Hi David

We currently allocate  a fixed size 512 (TCP_SYNQ_HSIZE) slots hash table for 
each LISTEN socket, regardless of various parameters (listen backlog for 
example)

On x86_64, this means order-1 allocations (might fail), even for 'small' 
sockets, expecting few connections.
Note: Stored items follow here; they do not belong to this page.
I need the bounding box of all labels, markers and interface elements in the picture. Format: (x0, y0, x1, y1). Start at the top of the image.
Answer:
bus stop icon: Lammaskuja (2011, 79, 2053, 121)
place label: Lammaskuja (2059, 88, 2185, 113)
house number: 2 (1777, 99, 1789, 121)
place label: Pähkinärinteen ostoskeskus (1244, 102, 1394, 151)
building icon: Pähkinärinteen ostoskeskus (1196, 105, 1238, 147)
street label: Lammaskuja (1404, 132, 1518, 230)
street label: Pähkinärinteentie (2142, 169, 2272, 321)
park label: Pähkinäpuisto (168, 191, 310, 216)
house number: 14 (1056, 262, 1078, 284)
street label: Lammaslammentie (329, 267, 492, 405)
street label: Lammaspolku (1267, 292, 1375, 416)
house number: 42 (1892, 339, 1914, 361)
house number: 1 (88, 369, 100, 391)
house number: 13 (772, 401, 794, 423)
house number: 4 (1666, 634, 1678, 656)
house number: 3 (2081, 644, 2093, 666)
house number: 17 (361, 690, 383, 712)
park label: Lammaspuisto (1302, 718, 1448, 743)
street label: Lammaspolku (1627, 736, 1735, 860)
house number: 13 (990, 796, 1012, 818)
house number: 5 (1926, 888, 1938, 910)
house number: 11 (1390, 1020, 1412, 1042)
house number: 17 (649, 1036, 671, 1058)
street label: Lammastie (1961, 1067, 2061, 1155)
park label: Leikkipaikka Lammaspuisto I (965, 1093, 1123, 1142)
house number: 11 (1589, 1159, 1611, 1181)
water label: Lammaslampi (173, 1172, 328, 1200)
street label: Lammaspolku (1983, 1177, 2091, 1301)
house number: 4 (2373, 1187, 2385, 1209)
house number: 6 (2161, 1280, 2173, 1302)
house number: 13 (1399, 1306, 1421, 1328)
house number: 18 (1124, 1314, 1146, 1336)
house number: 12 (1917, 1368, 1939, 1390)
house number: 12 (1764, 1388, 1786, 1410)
On the contrary, a huge server wanting a 
backlog of 50000 is slowed down a bit because of this fixed limit.

This patch makes the sizing of listen hash table a dynamic parameter, 
depending of :
- net.core.somaxconn tunable (/proc/sys/net/core/somaxconn , default is 128)
- net.ipv4.tcp_max_syn_backlog tunable (default : 256, 1024 or 128)
- backlog value given by user application  (2nd parameter of listen())
- and available LOWMEM ram

reqsk_queue_alloc() goal is to use a power of two size for the whole 
listen_sock structure, to avoid wasting memory for large backlogs, meaning 
the hash table nr_table_entries is not anymore a power of two. (Hence one AND 
(nr_table_entries - 1) must be replaced by MODULO nr_table_entries)

We still limit memory allocation with the two existing tunables (somaxconn & 
tcp_max_syn_backlog).

In case memory allocation has problems,  reqsk_queue_alloc() reduces the size 
of the hash table to allow a successfull listen() call, without giving 
feedback to user application, as this 'backlog' was advisory.

Thank you

 include/net/request_sock.h      |    8 ++++----
 include/net/tcp.h               |    1 -
 net/core/request_sock.c         |   39 
+++++++++++++++++++++++++++++----------
 net/dccp/ipv4.c                 |    2 +-
 net/dccp/proto.c                |    6 +++---
 net/ipv4/af_inet.c              |    2 +-
 net/ipv4/inet_connection_sock.c |    8 +++++---
 net/ipv4/tcp_ipv4.c             |    6 +++---
 net/ipv6/tcp_ipv6.c             |    2 +-
 9 files changed, 47 insertions(+), 27 deletions(-)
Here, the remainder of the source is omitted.